Final answer:
Paula's budget constraint, given her availability of 90 hours and wage of $30 per hour, is C + L = $2700, where C is consumption and L is leisure. Her optimal choice will balance the utility from consumption and leisure and can be found by maximizing the utility function U(c,l) = (c-60) ½ ℓ ½, constrained by her budget.
Step-by-step explanation:
Understanding Labor-Leisure Choices in Economics
When analyzing Paula's decision as an Uber driver, we consider her budget constraint and preferences for consumption and leisure to determine her optimal choice. With a maximum of 90 hours available for work or leisure each week and a wage of $30 per hour, her budget constraint represents the trade-off between earning money and enjoying leisure time. The price of consumption goods (P) is normalized to 1.
(a) Paula's Budget Constraint: The budget constraint is given by the equation C + P ∙ L = W ∙ H, where C is the aggregate consumption, L is hours of leisure, W is the wage rate, and H is the total hours available. For Paula, since P = 1 and W = $30/hour, and she has 90 hours at her disposal, the equation simplifies to C + L = 90 ∙ 30, which means C + L = $2700. This equation indicates that the total value of her consumption and leisure cannot exceed $2700 per week.

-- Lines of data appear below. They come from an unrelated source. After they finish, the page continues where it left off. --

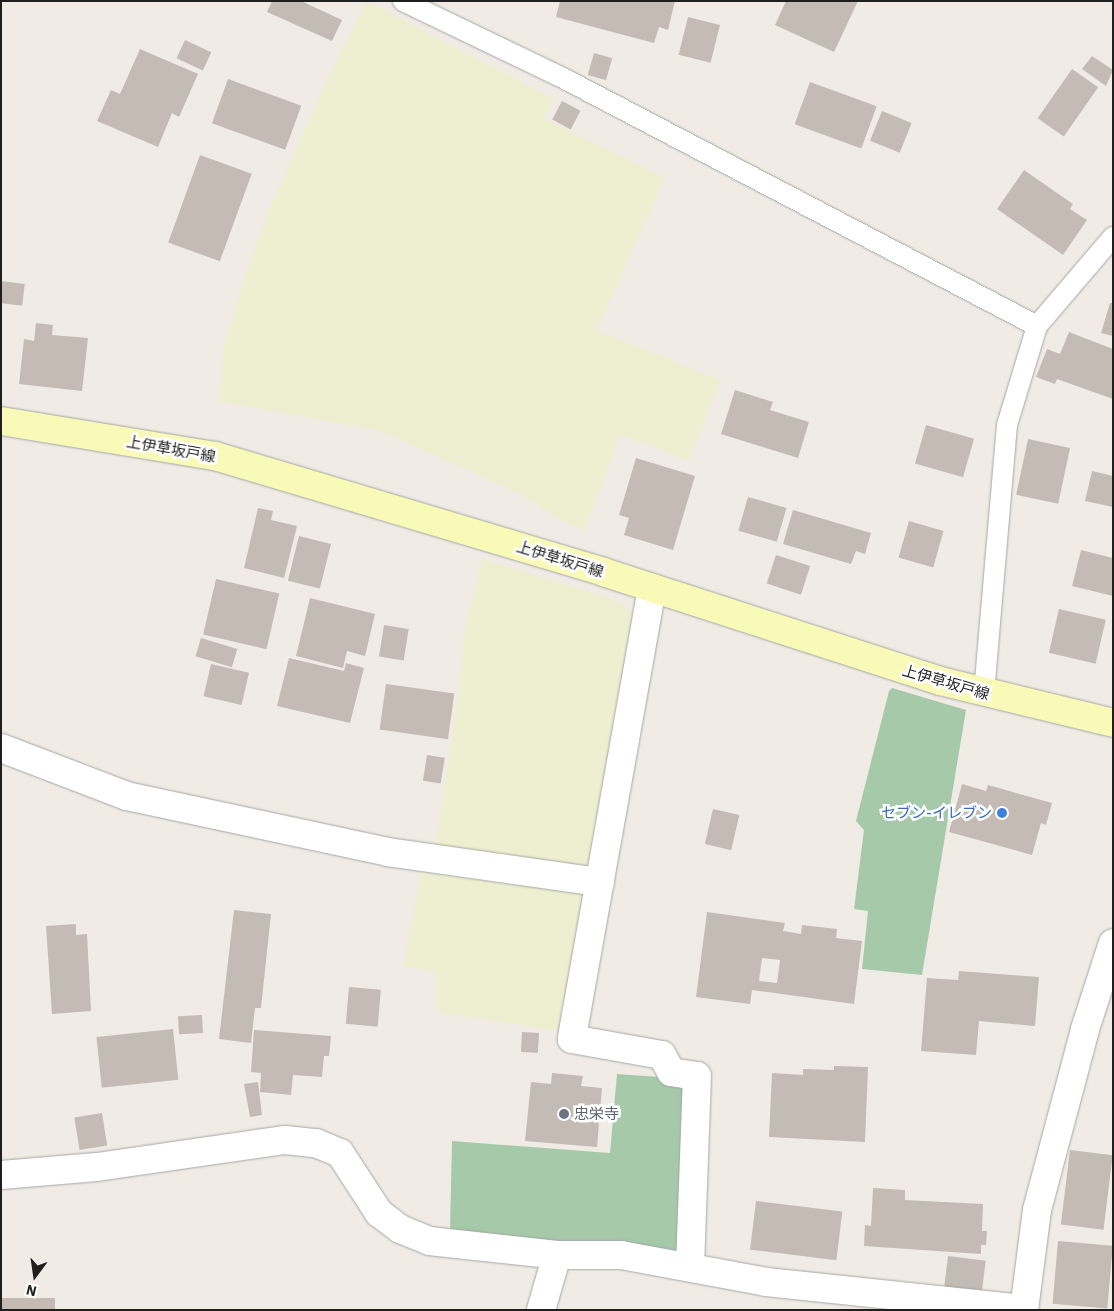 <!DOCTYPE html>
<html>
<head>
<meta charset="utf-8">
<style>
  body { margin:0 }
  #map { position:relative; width:1114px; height:1311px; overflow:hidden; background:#f0ece5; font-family:"IBM Plex Sans","Noto Sans JP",sans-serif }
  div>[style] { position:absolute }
  .farmland>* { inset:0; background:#edefd0 }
  .cemetery>* { inset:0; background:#a6c9aa }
  .building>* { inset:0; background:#c4bbb4; transform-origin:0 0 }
  .roads { filter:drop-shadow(0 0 1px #a6a6a6) drop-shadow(0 0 1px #a6a6a6) }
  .service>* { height:20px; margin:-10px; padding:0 10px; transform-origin:10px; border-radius:10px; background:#fff }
  .minor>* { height:28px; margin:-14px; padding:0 14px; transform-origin:14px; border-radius:14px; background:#fff }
  .tertiary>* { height:28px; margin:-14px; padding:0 14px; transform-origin:14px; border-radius:14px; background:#fff }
  .secondary>* { height:28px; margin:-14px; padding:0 14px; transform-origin:14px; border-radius:14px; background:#f9fab8 }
  .dots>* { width:14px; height:14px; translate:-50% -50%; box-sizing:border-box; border:2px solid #fff; border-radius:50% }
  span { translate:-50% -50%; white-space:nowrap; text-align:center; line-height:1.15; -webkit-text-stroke:5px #fff; paint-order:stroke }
  .street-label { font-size:15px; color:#1f1f1f }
  .shop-label { font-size:15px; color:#366cbe }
  .right { translate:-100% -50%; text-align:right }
  .worship-label { font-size:15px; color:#5b616d }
  .left { translate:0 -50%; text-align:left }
  .frame { position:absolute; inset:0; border:2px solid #1f1f1f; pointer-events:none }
  .north { position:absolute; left:10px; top:1251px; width:50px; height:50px; -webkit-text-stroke:4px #fff; paint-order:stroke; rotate:194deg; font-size:14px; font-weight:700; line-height:20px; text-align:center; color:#1f1f1f }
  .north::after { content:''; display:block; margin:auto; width:18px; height:22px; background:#1f1f1f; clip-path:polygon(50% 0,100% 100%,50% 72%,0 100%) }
</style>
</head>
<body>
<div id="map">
  <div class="farmland">
    <i style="clip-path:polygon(367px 1px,554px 99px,544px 119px,665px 178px,596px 330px,720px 380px,689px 461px,620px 434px,585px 531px,558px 518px,519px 493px,378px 430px,219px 401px,224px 347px,243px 282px,269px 209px,328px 77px)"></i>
    <i style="clip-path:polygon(482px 559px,610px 598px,640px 616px,597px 873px,435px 849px,459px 689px,465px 629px)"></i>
    <i style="clip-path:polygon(423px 863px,595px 886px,566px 1032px,437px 1012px,434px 971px,403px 966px)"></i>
  </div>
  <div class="cemetery">
    <i style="clip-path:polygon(892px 688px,966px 710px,922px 975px,862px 969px,868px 911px,854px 909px,864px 830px,856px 821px,889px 691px)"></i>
    <i style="clip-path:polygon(617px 1074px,687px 1079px,684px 1245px,672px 1252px,514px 1241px,514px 1236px,450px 1230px,452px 1141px,610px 1153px)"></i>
  </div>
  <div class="building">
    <i style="clip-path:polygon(272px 1px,301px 1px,342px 20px,332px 41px,267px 12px)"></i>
    <i style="clip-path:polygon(560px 1px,675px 1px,668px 30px,659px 27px,654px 43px,556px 17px)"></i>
    <i style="clip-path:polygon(786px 1px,858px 1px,834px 52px,775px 25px)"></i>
    <i style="left:688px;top:17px;width:33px;height:39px;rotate:14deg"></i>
    <i style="left:185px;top:40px;width:29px;height:20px;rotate:25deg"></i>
    <i style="clip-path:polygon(140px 49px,198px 74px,179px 117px,172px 113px,158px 147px,97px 121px,111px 90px,120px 94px)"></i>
    <i style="left:594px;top:53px;width:19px;height:23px;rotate:16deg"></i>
    <i style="clip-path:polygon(1092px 56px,1113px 70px,1106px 86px,1082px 69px)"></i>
    <i style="left:1072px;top:69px;width:32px;height:60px;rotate:35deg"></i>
    <i style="left:228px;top:79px;width:78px;height:47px;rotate:20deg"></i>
    <i style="left:810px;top:82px;width:71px;height:45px;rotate:20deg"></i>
    <i style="left:562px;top:101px;width:21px;height:21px;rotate:28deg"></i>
    <i style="left:882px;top:111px;width:32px;height:32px;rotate:22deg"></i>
    <i style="left:200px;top:155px;width:55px;height:93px;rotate:20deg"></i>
    <i style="clip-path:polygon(1024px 170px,1073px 204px,1070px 209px,1087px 220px,1063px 255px,997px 209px)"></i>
    <i style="left:1px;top:281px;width:24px;height:22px;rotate:7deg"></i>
    <i style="clip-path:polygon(1110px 303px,1113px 303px,1113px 336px,1101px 333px)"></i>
    <i style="clip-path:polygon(36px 323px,53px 325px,52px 335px,88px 338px,82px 391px,19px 384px,24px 339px,34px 341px)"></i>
    <i style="clip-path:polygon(1069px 332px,1113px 349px,1113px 399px,1057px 379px,1055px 384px,1036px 377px,1047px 349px,1060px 354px)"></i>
    <i style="clip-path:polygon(735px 390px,773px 402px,770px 410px,809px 422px,798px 458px,721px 434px)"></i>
    <i style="left:926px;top:425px;width:50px;height:40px;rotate:16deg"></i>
    <i style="left:1028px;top:439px;width:43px;height:57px;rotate:12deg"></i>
    <i style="clip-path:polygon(636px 458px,695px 476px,673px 550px,624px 535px,629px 518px,619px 515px)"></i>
    <i style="clip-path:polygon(1092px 471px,1113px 476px,1113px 507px,1085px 501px)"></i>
    <i style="left:748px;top:497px;width:40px;height:35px;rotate:16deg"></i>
    <i style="clip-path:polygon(258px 508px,273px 511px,271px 520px,297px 526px,284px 578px,244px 568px)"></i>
    <i style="clip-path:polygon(793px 510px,871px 533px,865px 554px,856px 551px,851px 564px,783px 544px)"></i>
    <i style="left:909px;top:521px;width:36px;height:38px;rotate:16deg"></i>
    <i style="left:299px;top:536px;width:33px;height:46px;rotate:14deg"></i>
    <i style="clip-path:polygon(1081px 550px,1113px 558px,1113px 596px,1072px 586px)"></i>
    <i style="left:776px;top:555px;width:36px;height:30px;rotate:18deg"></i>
    <i style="left:216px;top:579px;width:65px;height:57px;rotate:13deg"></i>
    <i style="clip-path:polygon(310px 598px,375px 614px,365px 656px,347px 651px,343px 668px,296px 656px)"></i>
    <i style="left:1059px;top:609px;width:48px;height:45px;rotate:13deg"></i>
    <i style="left:384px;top:625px;width:25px;height:32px;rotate:9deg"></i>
    <i style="left:201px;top:638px;width:38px;height:19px;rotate:17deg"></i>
    <i style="clip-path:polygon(289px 658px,344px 671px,346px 663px,364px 668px,350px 723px,277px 706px)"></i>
    <i style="left:211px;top:664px;width:39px;height:33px;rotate:13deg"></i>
    <i style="left:386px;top:684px;width:69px;height:46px;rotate:8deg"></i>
    <i style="left:427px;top:755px;width:18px;height:26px;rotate:9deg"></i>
    <i style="clip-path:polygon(962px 784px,986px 791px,988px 785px,1052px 803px,1046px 825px,1041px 823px,1032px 855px,949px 832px)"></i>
    <i style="left:713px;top:809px;width:27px;height:36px;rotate:13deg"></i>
    <i style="clip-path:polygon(234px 910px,271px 914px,261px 1008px,255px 1008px,251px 1043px,219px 1039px)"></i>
    <i style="clip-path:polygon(evenodd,707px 912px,785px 923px,783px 931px,801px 934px,802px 925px,837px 929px,836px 938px,862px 941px,854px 1004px,752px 990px,750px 1004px,696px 997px,707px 912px,762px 958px,780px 960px,777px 983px,759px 981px,762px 958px)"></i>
    <i style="clip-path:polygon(76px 924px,76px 935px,87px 934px,91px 1011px,52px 1014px,46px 926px)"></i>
    <i style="clip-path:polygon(959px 971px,1039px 977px,1035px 1026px,979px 1021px,976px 1055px,921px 1051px,927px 978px,958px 980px)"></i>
    <i style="left:349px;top:987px;width:32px;height:37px;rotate:5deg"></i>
    <i style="left:202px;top:1015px;width:18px;height:24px;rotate:87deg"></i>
    <i style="left:173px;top:1029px;width:51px;height:77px;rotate:84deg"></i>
    <i style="clip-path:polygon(254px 1030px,331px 1036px,329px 1056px,324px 1056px,322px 1077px,293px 1075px,291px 1095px,260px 1092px,261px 1073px,251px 1072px)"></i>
    <i style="left:522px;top:1032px;width:17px;height:20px;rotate:3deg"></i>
    <i style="clip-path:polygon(834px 1066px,868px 1067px,865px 1142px,769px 1137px,772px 1073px,803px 1075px,803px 1069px,834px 1070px)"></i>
    <i style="clip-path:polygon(552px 1073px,583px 1076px,581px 1086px,602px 1088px,597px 1147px,525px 1141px,531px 1082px,551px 1084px)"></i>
    <i style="clip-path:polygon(258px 1082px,262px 1115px,250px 1117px,244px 1084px)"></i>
    <i style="left:102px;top:1113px;width:33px;height:28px;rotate:81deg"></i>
    <i style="left:1070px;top:1150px;width:43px;height:75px;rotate:7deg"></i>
    <i style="clip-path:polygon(873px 1188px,905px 1190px,905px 1200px,983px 1204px,982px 1231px,987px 1231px,986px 1245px,981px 1245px,981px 1254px,864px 1246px,865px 1225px,871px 1226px)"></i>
    <i style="left:756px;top:1201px;width:87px;height:49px;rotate:7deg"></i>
    <i style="left:1058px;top:1241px;width:55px;height:63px;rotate:5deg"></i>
    <i style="left:948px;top:1256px;width:38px;height:35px;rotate:7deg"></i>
    <i style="left:1px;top:1298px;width:54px;height:12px"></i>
  </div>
  <div class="roads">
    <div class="service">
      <i style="left:403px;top:1px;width:175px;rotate:25.7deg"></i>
      <i style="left:561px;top:77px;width:537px;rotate:27.61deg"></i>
      <i style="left:984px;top:693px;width:269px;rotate:-85.1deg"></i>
      <i style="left:1007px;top:425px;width:103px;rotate:-73.1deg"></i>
      <i style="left:1037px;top:326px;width:117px;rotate:-49.5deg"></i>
    </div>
    <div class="minor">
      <i style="left:652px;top:588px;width:458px;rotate:100.1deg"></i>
      <i style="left:572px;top:1039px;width:91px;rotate:10.1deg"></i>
      <i style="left:662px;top:1055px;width:19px;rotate:62deg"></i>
      <i style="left:671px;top:1072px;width:26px;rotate:9deg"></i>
      <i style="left:697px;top:1076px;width:190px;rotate:92.1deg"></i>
      <i style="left:1px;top:748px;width:135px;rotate:20.9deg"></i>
      <i style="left:127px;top:796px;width:267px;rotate:12.1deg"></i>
      <i style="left:388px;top:852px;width:214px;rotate:8.1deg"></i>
      <i style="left:1px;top:1175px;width:96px;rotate:-4.8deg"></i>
      <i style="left:97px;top:1167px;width:190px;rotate:-8.2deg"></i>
      <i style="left:285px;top:1140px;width:31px;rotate:6deg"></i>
      <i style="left:316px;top:1143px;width:26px;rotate:23deg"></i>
      <i style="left:340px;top:1153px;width:72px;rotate:57deg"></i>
      <i style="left:379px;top:1213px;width:26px;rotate:37deg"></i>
      <i style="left:400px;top:1229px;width:31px;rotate:22deg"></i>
      <i style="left:429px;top:1241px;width:129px;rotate:6.2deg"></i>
      <i style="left:557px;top:1255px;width:64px"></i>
      <i style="left:621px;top:1255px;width:147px;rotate:10.5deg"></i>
      <i style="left:766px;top:1282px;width:259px;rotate:6deg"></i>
      <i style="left:541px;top:1310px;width:57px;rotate:-73.8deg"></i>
    </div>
    <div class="tertiary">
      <i style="left:1024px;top:1310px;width:101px;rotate:-82.6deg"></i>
      <i style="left:1037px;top:1210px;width:187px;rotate:-75.1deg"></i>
      <i style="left:1085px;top:1029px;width:90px;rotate:-72deg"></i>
    </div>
    <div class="secondary">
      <i style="left:1px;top:421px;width:217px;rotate:9.3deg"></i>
      <i style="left:215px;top:456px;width:405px;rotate:16.6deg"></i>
      <i style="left:603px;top:572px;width:354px;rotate:17.9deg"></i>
      <i style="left:940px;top:681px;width:178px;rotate:13.6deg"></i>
    </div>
  </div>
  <div class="dots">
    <i style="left:1002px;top:813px;background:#3f7fe0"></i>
    <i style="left:564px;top:1114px;background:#6b7280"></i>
  </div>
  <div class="street-label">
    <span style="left:171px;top:449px;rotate:10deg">上伊草坂戸線</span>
    <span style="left:560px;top:559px;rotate:17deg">上伊草坂戸線</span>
    <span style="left:946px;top:682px;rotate:16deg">上伊草坂戸線</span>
  </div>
  <div class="shop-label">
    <span class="right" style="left:992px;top:813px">セブン-イレブン</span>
  </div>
  <div class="worship-label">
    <span class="left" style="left:574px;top:1114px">忠栄寺</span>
  </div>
  <div class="frame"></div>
  <div class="north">N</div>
</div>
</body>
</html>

(b) Optimal Choice of Aggregate Consumption, c, and Hours of Leisure, ℓ: To maximize her utility given by U(c,l) = (c-60) ½ ℓ ½, Paula must consider her preferences outlined by her utility function. She'll aim for the point where her budget constraint touches the highest possible indifference curve on a graph illustrating her utility. To find the exact optimal values for c and ℓ, calculus would be used to maximize the utility function subject to the budget constraint, generally resulting in a solution that equals the marginal rate of substitution to the wage rate.
The decisions made by Paula mirror those outlined in provided examples with other individuals such as Vivian and Petunia who similarly balance work and leisure, adjusting to changes in wages and hours available. This analysis is a fundamental concept in labor economics and helps in understanding individual decision-making in response to economic incentives.